◆ Activity ◆
Repeat the entries below exactly, pictures excluded.

Collected data:
================================

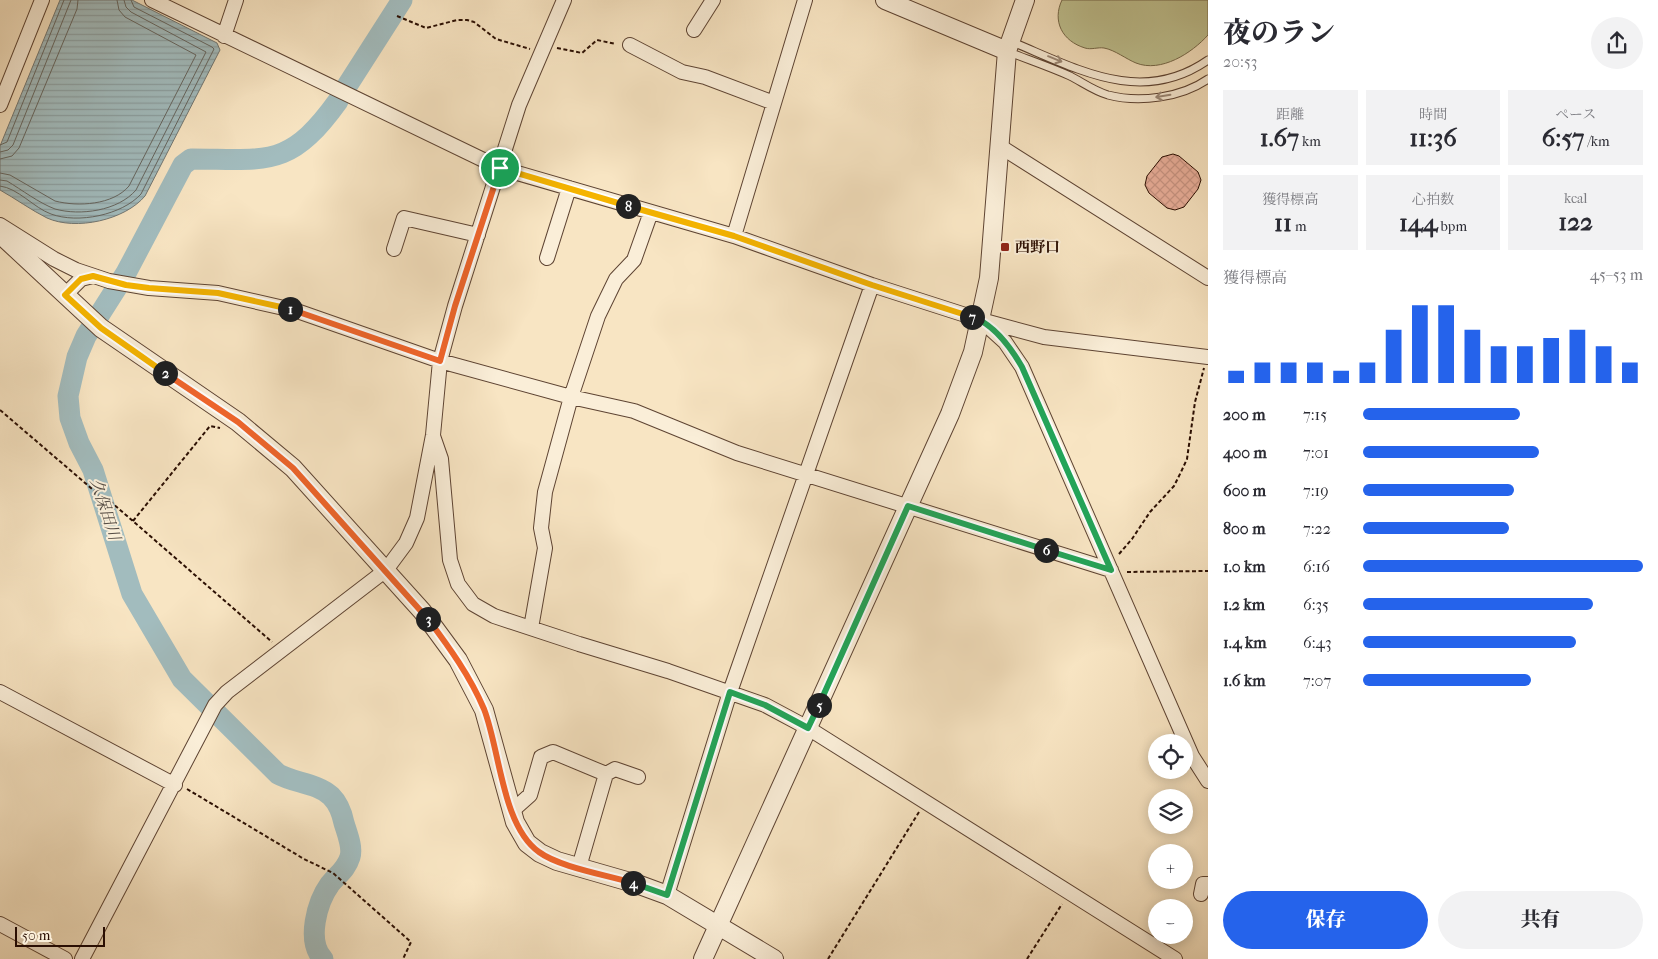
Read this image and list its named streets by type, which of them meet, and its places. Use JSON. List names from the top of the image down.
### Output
{
  "water": ["久保田川"],
  "places": {
    "transit": ["西野口"]
  },
  "scale_bar": "50 m",
  "page": {
    "heading": ["夜のラン", "20:53"],
    "stats": [
      ["距離", "1.67 km"],
      ["時間", "11:36"],
      ["ペース", "6:57 /km"],
      ["獲得標高", "11 m"],
      ["心拍数", "144 bpm"],
      ["kcal", "122"]
    ],
    "pins": [
      "8",
      "1",
      "7",
      "2",
      "6",
      "3",
      "5",
      "4"
    ],
    "chart": ["獲得標高", "45–53 m"],
    "list": [
      {
        "name": "200 m",
        "note": "7:15"
      },
      {
        "name": "400 m",
        "note": "7:01"
      },
      {
        "name": "600 m",
        "note": "7:19"
      },
      {
        "name": "800 m",
        "note": "7:22"
      },
      {
        "name": "1.0 km",
        "note": "6:16"
      },
      {
        "name": "1.2 km",
        "note": "6:35"
      },
      {
        "name": "1.4 km",
        "note": "6:43"
      },
      {
        "name": "1.6 km",
        "note": "7:07"
      }
    ],
    "map_buttons": ["+", "−"],
    "buttons": ["保存", "共有"],
    "scale": "50 m"
  }
}
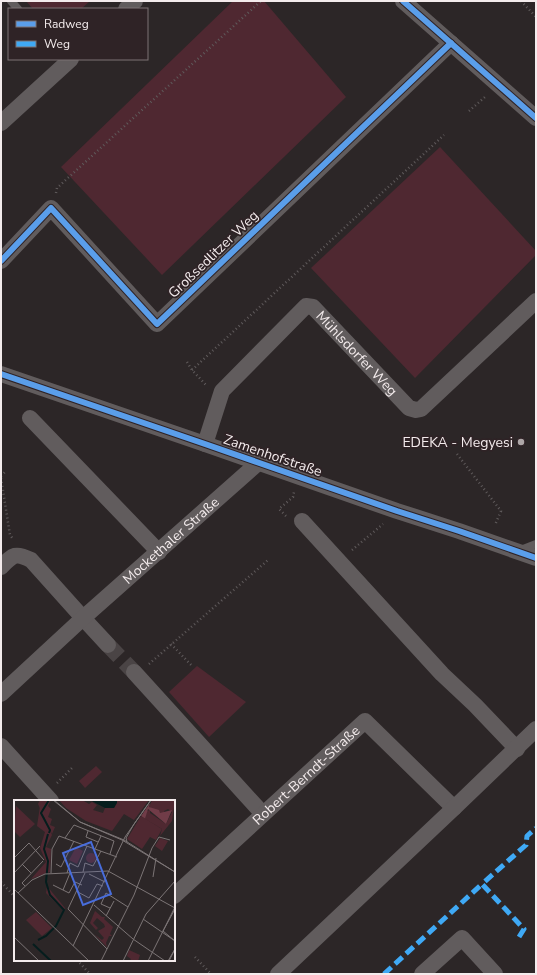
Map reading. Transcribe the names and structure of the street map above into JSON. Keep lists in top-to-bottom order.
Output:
{
  "streets": {
    "street": [
      "Großsedlitzer Weg",
      "Mühlsdorfer Weg",
      "Zamenhofstraße",
      "Mockethaler Straße",
      "Robert-Berndt-Straße"
    ]
  },
  "crossings": [
    ["Mühlsdorfer Weg", "Zamenhofstraße"],
    ["Zamenhofstraße", "Mockethaler Straße"]
  ],
  "places": ["EDEKA - Megyesi"],
  "legend": ["Radweg", "Weg"]
}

================================

◆ Answer box ◆
Read this image and list its named streets by type, which of them meet, and its places. Use JSON. List names from the top of the image down.
### Output
{
  "water": ["久保田川"],
  "places": {
    "transit": ["西野口"]
  },
  "scale_bar": "50 m",
  "page": {
    "heading": ["夜のラン", "20:53"],
    "stats": [
      ["距離", "1.67 km"],
      ["時間", "11:36"],
      ["ペース", "6:57 /km"],
      ["獲得標高", "11 m"],
      ["心拍数", "144 bpm"],
      ["kcal", "122"]
    ],
    "pins": [
      "8",
      "1",
      "7",
      "2",
      "6",
      "3",
      "5",
      "4"
    ],
    "chart": ["獲得標高", "45–53 m"],
    "list": [
      {
        "name": "200 m",
        "note": "7:15"
      },
      {
        "name": "400 m",
        "note": "7:01"
      },
      {
        "name": "600 m",
        "note": "7:19"
      },
      {
        "name": "800 m",
        "note": "7:22"
      },
      {
        "name": "1.0 km",
        "note": "6:16"
      },
      {
        "name": "1.2 km",
        "note": "6:35"
      },
      {
        "name": "1.4 km",
        "note": "6:43"
      },
      {
        "name": "1.6 km",
        "note": "7:07"
      }
    ],
    "map_buttons": ["+", "−"],
    "buttons": ["保存", "共有"],
    "scale": "50 m"
  }
}
Map reading. Transcribe the names and structure of the street map above into JSON. Keep lists in top-to-bottom order.
Output:
{
  "streets": {
    "street": [
      "Großsedlitzer Weg",
      "Mühlsdorfer Weg",
      "Zamenhofstraße",
      "Mockethaler Straße",
      "Robert-Berndt-Straße"
    ]
  },
  "crossings": [
    ["Mühlsdorfer Weg", "Zamenhofstraße"],
    ["Zamenhofstraße", "Mockethaler Straße"]
  ],
  "places": ["EDEKA - Megyesi"],
  "legend": ["Radweg", "Weg"]
}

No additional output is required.